The appearance of the fissure meant his metamorphosis had entered its final stage — he no longer needed Mingdun as a whetstone. Mingdun's task was complete. From now on, his opponent was no longer Mingdun but himself — the Chaos remnants within him not yet fully tamed, the hesitations and uncertainties in his Dao heart not yet fully clarified. In this final tempering, he withdrew all attention from the outside world and focused it on himself — like a craftsman performing the final polish before completing a work, feeling the temperature of every inch of surface with his palm, probing every fine scratch with his fingertips. He inspected whether every edge was sharp, every joint was solid — to finish without flaw was his sole objective now. He was more focused than ever before, and more tranquil.
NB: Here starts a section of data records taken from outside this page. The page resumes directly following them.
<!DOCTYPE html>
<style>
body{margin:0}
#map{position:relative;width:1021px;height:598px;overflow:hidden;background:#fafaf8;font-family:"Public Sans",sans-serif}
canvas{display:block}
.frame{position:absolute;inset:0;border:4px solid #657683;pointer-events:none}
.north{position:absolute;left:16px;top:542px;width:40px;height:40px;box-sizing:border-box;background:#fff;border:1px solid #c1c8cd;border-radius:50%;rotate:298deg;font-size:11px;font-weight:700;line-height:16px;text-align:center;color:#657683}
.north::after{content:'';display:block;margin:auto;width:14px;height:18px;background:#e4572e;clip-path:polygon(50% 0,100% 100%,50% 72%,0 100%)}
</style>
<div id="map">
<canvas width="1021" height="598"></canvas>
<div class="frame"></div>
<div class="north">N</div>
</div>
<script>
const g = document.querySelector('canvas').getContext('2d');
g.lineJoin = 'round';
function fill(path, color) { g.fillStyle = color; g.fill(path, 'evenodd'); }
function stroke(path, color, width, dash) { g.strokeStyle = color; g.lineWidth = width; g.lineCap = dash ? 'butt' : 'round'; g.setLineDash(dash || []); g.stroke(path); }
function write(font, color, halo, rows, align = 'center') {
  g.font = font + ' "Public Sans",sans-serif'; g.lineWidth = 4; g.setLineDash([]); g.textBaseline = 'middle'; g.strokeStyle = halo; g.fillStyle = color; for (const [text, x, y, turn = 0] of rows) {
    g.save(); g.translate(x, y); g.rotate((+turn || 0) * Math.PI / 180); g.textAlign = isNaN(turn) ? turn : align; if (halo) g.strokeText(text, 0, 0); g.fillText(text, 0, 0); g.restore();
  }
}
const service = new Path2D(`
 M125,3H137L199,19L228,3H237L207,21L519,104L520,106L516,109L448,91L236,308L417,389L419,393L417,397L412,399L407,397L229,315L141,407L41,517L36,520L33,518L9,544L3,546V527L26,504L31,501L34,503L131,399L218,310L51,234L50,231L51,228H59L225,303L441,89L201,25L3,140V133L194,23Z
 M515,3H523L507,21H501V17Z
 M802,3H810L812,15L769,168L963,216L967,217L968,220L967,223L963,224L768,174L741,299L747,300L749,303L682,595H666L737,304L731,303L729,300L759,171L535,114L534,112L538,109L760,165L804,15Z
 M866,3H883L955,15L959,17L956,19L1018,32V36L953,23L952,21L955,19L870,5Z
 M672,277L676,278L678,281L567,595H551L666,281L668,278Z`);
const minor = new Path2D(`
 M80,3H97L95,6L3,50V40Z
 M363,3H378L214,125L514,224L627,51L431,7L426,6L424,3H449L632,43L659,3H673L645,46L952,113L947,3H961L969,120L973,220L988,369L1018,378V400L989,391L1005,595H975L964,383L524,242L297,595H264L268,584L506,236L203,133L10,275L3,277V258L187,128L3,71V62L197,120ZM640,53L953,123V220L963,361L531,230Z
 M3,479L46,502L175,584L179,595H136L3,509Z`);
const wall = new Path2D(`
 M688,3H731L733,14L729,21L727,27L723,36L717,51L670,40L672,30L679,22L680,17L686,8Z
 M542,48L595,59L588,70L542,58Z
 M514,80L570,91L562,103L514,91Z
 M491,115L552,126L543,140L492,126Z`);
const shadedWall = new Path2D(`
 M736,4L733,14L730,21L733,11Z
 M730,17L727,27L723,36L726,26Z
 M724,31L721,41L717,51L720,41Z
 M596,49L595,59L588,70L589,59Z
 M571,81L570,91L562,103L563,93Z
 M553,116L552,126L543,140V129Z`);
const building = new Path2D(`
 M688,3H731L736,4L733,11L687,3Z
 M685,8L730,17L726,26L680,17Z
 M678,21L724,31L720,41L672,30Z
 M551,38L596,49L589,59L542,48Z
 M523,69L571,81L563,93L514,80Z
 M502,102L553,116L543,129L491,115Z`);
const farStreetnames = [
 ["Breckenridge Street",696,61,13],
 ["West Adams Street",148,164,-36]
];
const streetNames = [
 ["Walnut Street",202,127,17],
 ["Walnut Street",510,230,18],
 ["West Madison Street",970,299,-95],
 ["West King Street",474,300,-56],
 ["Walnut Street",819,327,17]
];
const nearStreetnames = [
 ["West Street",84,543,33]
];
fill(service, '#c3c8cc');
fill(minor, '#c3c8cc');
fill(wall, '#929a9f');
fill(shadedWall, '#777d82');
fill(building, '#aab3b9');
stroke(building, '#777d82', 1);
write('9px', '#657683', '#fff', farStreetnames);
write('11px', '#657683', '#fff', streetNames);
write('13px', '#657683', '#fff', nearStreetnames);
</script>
After the fissure appeared, Pangu withdrew all attention from the outside. He no longer needed to observe the collapse-speed of Chaos or the movements of Mingdun — none of that mattered anymore. What mattered were the final preparations within his body. In silence, he checked the patency of every meridian — the sound of primordial qi flowing through them was clear, continuous, unobstructed, like the crisp water-sound of a mountain stream threading through stones. He checked whether any dead corners of stored energy remained in his core, like inspecting a granary about to open, confirming that every grain was in its proper place. Once certain that all was normal, he placed his attention on the blueprint of Heaven and Earth that he had revised countless times in his mind, and made one final verification — not a hair's breadth off. The embryonic form of Heaven and Earth in his heart had been refined to the ultimate precision; he need only release it at the moment of opening Heaven and Earth.

All tempering was complete. His Dao heart was as firm as bedrock, waiting only for the moment when the fissure widened to the critical point.

At this moment, Mingdun's last ember was utterly extinguished. It no longer existed as an independent will. It merged into the grain of the Void Shell, becoming part of that rampart of will. Toward Mingdun's passing, Pangu felt no joy, no sorrow — only a recognition on the level of the Great Dao: the end of the old order, the beginning of the new. In that recognition, he felt a deep tranquility, like a reader who has finished the last page of a long story and gently closed the book.